10 'Strange Requests' That Would Help People Manage Their EDS Symptoms
Living with Ehlers-Danlos syndrome is a challenge. There are certain things someone with EDS would love to say out loud but may not always feel comfortable or confident enough asking for. If these could be said, would they make your day easier?
1. Please don’t wear strong perfumes or aftershaves. Sensitivity to smell is common among the EDS population. Being exposed to strong perfumes can lead to migraines, headaches and nausea.
2. Can you turn down the lights? Bright lights or lights that flicker can trigger headaches and migraines. Some people with EDS are very sensitive to strong lights and prefer a softer lighting approach. Ironically, the strip lighting in hospital corridors is always one of the worst offenders.

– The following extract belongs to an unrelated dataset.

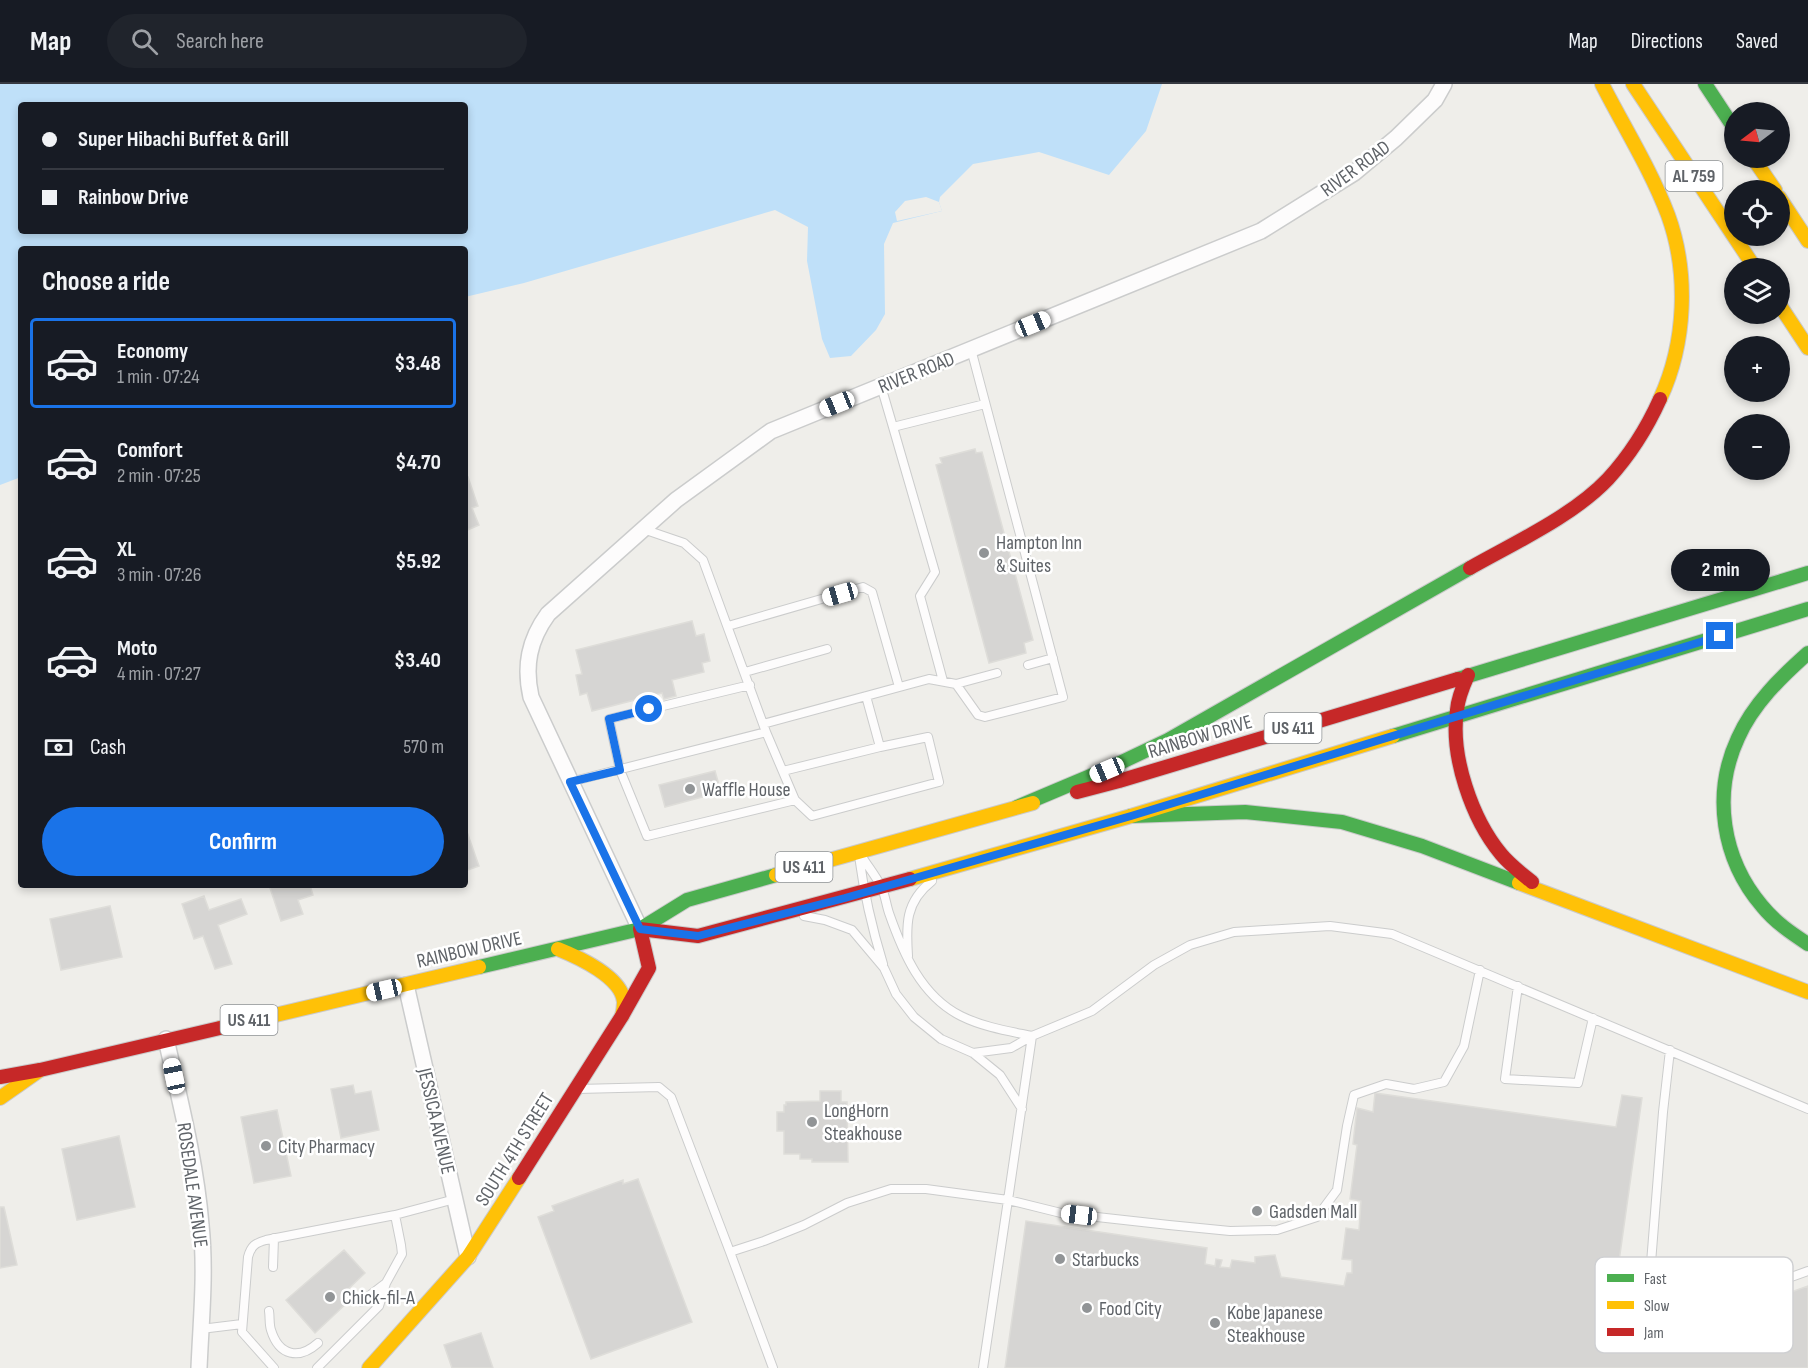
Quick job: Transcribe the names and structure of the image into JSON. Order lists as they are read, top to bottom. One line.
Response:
{"streets":{"main road":["AL 759","US 411","RAINBOW DRIVE","SOUTH 4TH STREET"],"street":["RIVER ROAD","JESSICA AVENUE","ROSEDALE AVENUE"]},"crossings":[["RIVER ROAD","RAINBOW DRIVE"],["RIVER ROAD","SOUTH 4TH STREET"],["US 411","RAINBOW DRIVE"],["RAINBOW DRIVE","JESSICA AVENUE"],["RAINBOW DRIVE","SOUTH 4TH STREET"],["RAINBOW DRIVE","ROSEDALE AVENUE"],["JESSICA AVENUE","SOUTH 4TH STREET"]],"places":["Hampton Inn & Suites","Waffle House","LongHorn Steakhouse","City Pharmacy","Gadsden Mall","Starbucks","Chick-fil-A","Food City","Kobe Japanese Steakhouse"],"legend":["Fast","Slow","Jam"],"north":"left","page":{"header":"Map","search":"Search here","nav":["Map","Directions","Saved"],"map_buttons":["+","−"],"banner":["Super Hibachi Buffet & Grill","Rainbow Drive"],"heading":"Choose a ride","list":[{"name":"Economy","note":"1 min · 07:24","value":"$3.48"},{"name":"Comfort","note":"2 min · 07:25","value":"$4.70"},{"name":"XL","note":"3 min · 07:26","value":"$5.92"},{"name":"Moto","note":"4 min · 07:27","value":"$3.40"}],"bubble":"2 min","pay":["Cash","570 m"],"buttons":"Confirm"}}
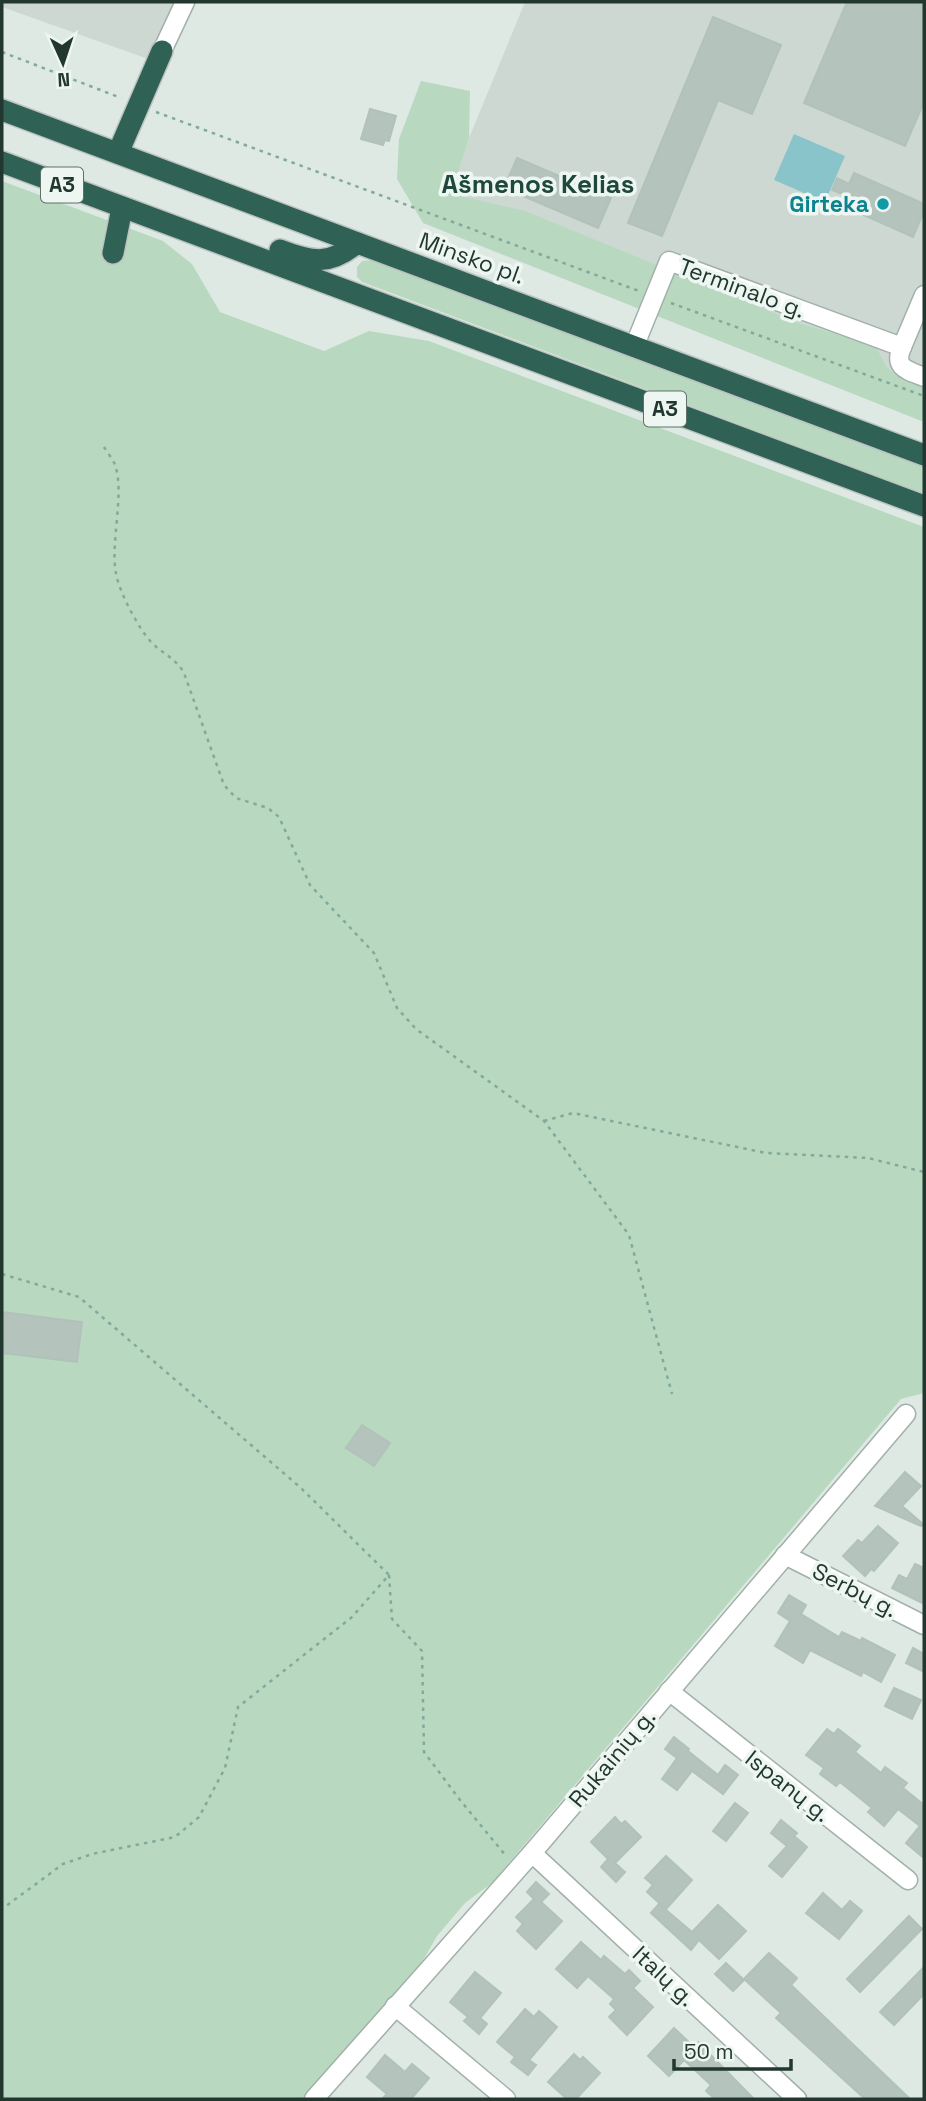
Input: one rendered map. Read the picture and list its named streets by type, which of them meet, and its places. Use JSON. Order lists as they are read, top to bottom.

3. Please offer me a seat on public transport. Fatigue and the general stress of traveling on crowded transport can make it challenging with EDS. Often people with EDS don’t look “ill enough” so they are not typically offered a seat. If only invisible illness could be seen sometimes.
4. Could I sit on the supermarket floor while I queue up to pay? It can be a challenge having to queue anywhere. The long wait with nothing to lean on can be enough to set off some backache or fatigue. Sometimes living with EDS means that queues are abandoned and we return when it is quieter. Planning shopping trips and activities ahead can help manage symptoms.
5. Can we turn the heat down? Heat sensitivity can be a major problem. Excess heat can bring on nausea, fainting and tachycardia.
6. Can we turn the heat up? It works the other way too unfortunately. A cold room can bring on cold headaches, painful joints and freezing fingers and toes.
7. Please don’t ask me to get up too early. Getting out of bed after resting for many hours can bring on POTS, dizziness, sickness and a general feeling of being unwell. Being put out of what is considered “normal” for the body clock seems to confuse the body systems easier in those with EDS and generally disrupt the body.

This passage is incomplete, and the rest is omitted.